We used Surface Plasmon Resonance technique for monitoring the functional response of the olfactory receptors in the nanosomes once immobilized on solid suports.

The procedure consisted on two steps: in the first step immobilization of the nanosomes on the sensorchip was verified while in the second specific response of the immobilized nanosomes to odorants were monitorized. Previuous test experiments with bovine rhodopsine membrane fraction were performed.

For the verification of the nanosome immobilization the membrane fraction corresponding to yeast cells expressing rat I7 was injected on top of a L1 sensor chip (gold surface covered with dextran modified with lipophilic compounds). Then subsequently the polyclonal anti-I7 antibody was injected. No detection could be obtained, even for highly concentrated membrane fraction deposition. One possible explanation is that the specific IgG is not concentrated enough within the anti-I7 polyclonal antibody.
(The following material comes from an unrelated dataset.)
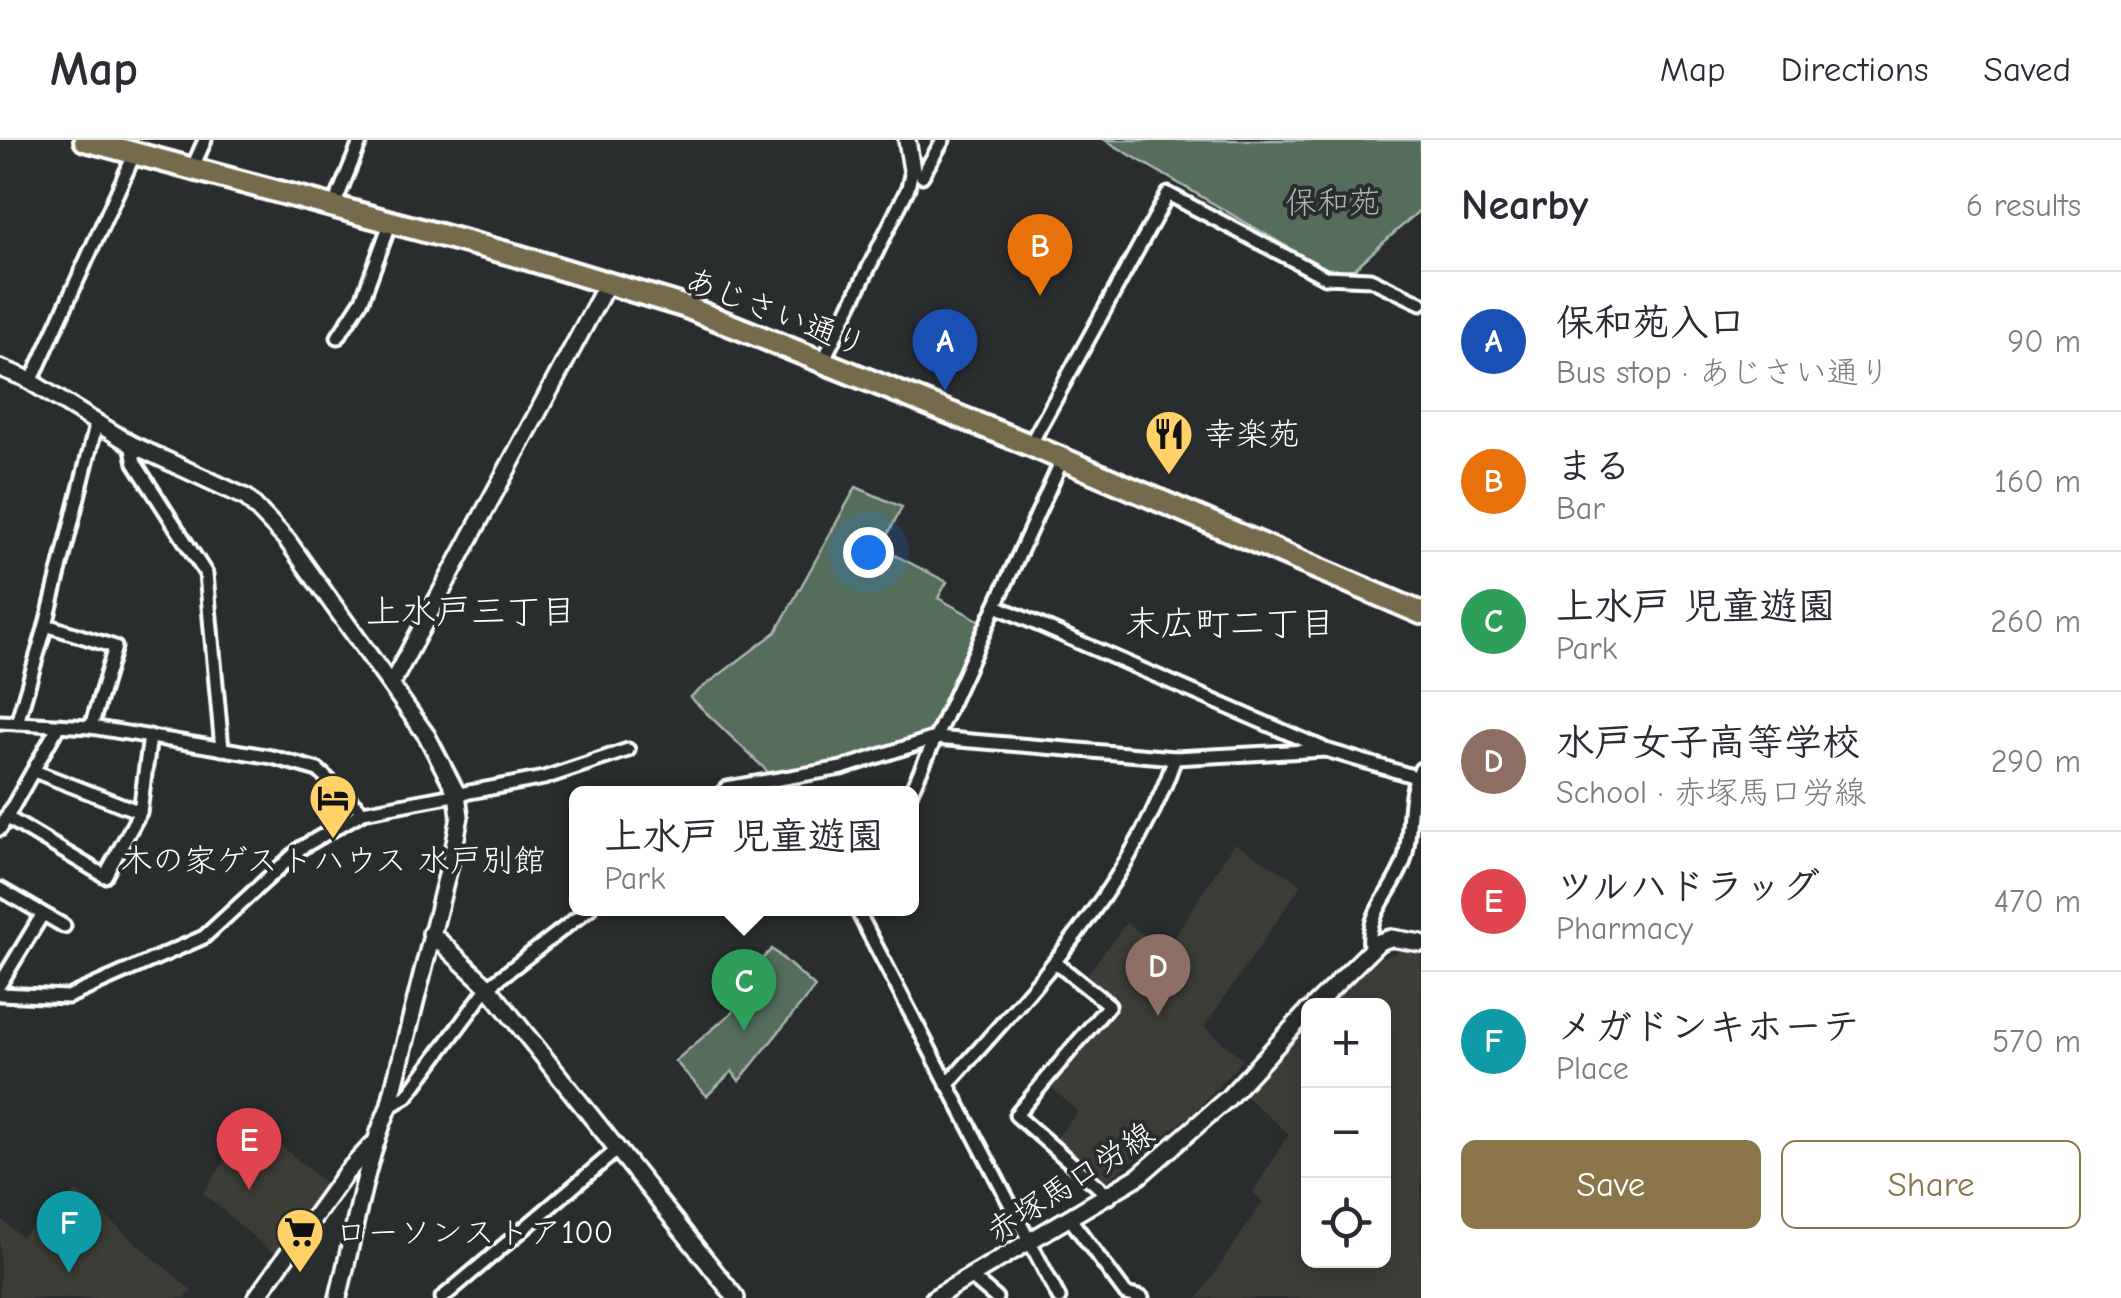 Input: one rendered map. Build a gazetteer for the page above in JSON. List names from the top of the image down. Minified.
{"streets":{"highway":["あじさい通り"],"street":["赤塚馬口労線"]},"districts":["上水戸三丁目","末広町二丁目"],"parks":["保和苑"],"places":{"restaurant":["幸楽苑"],"hotel":["木の家ゲストハウス 水戸別館"],"supermarket":["ローソンストア100"]},"page":{"header":"Map","nav":["Map","Directions","Saved"],"heading":["Nearby","6 results"],"pins":["B","A","D","C","E","F"],"list":[{"mark":"A","name":"保和苑入口","note":"Bus stop · あじさい通り","value":"90 m"},{"mark":"B","name":"まる","note":"Bar","value":"160 m"},{"mark":"C","name":"上水戸 児童遊園","note":"Park","value":"260 m"},{"mark":"D","name":"水戸女子高等学校","note":"School · 赤塚馬口労線","value":"290 m"},{"mark":"E","name":"ツルハドラッグ","note":"Pharmacy","value":"470 m"},{"mark":"F","name":"メガドンキホーテ","note":"Place","value":"570 m"}],"popup":["上水戸 児童遊園","Park"],"map_buttons":["+","−"],"buttons":["Save","Share"]}} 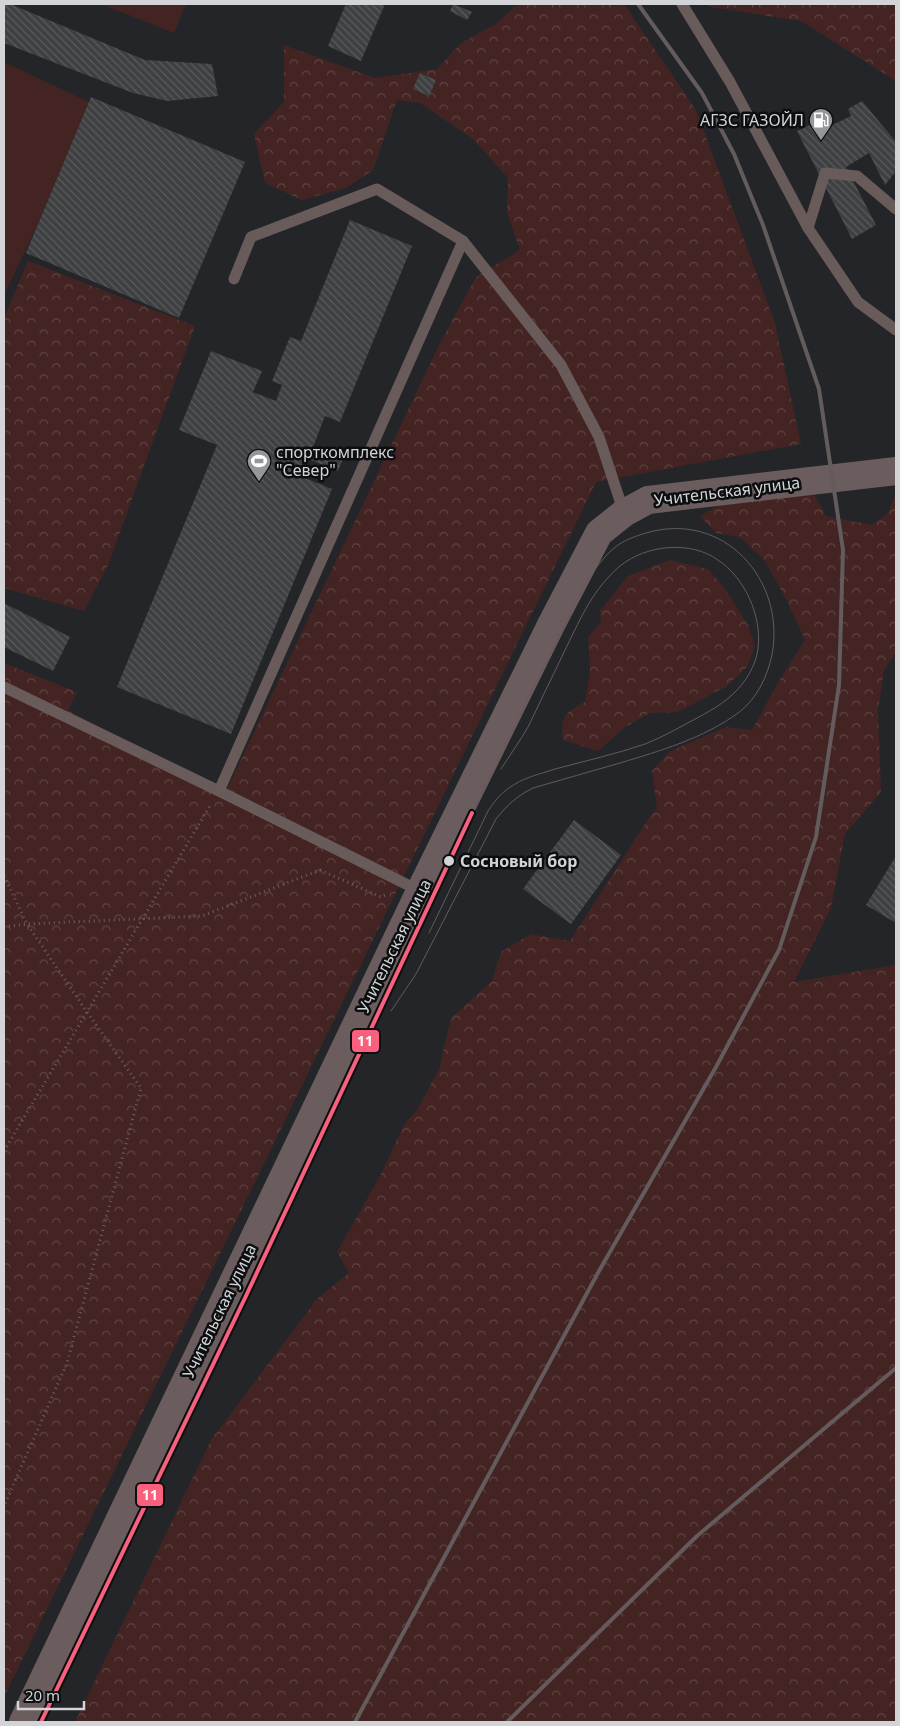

Even though no response was obtained in this case, the functional response tests proceeded. The straightforward idea would be to inject the odorant solution on the BIAcore sensor chip after immobilisation of the membrane fraction containing the olfactory receptor. However, since the odorants used are so small, their binding to the receptors of the membrane fraction cannot be directly detected. We thus decided to use a procedure set up by Vogel (Bieri et al.) to follow activation of rhodopsin.

Golf departure is indeed detected upon heptanal (5mM) stimulation of the I7 receptor present in the membrane fraction deposited on the L1 sensor chip (0.004mg/ml total protein concentration in membrane fraction deposited), in the presence of 10mM GTP.

In summary, the olfactory receptor is indeed still in its active form in the membrane fraction deposited onto the sensor chip. Golf is still present in the membrane fraction, pre-associated with the olfactory receptor. Stimulation of the olfactory receptor by its odorant ligand induces its conformational change, and thus its interaction with the a subunit (Golf) of the G protein, which dissociates from the trimer. This event is detected by the BIAcore.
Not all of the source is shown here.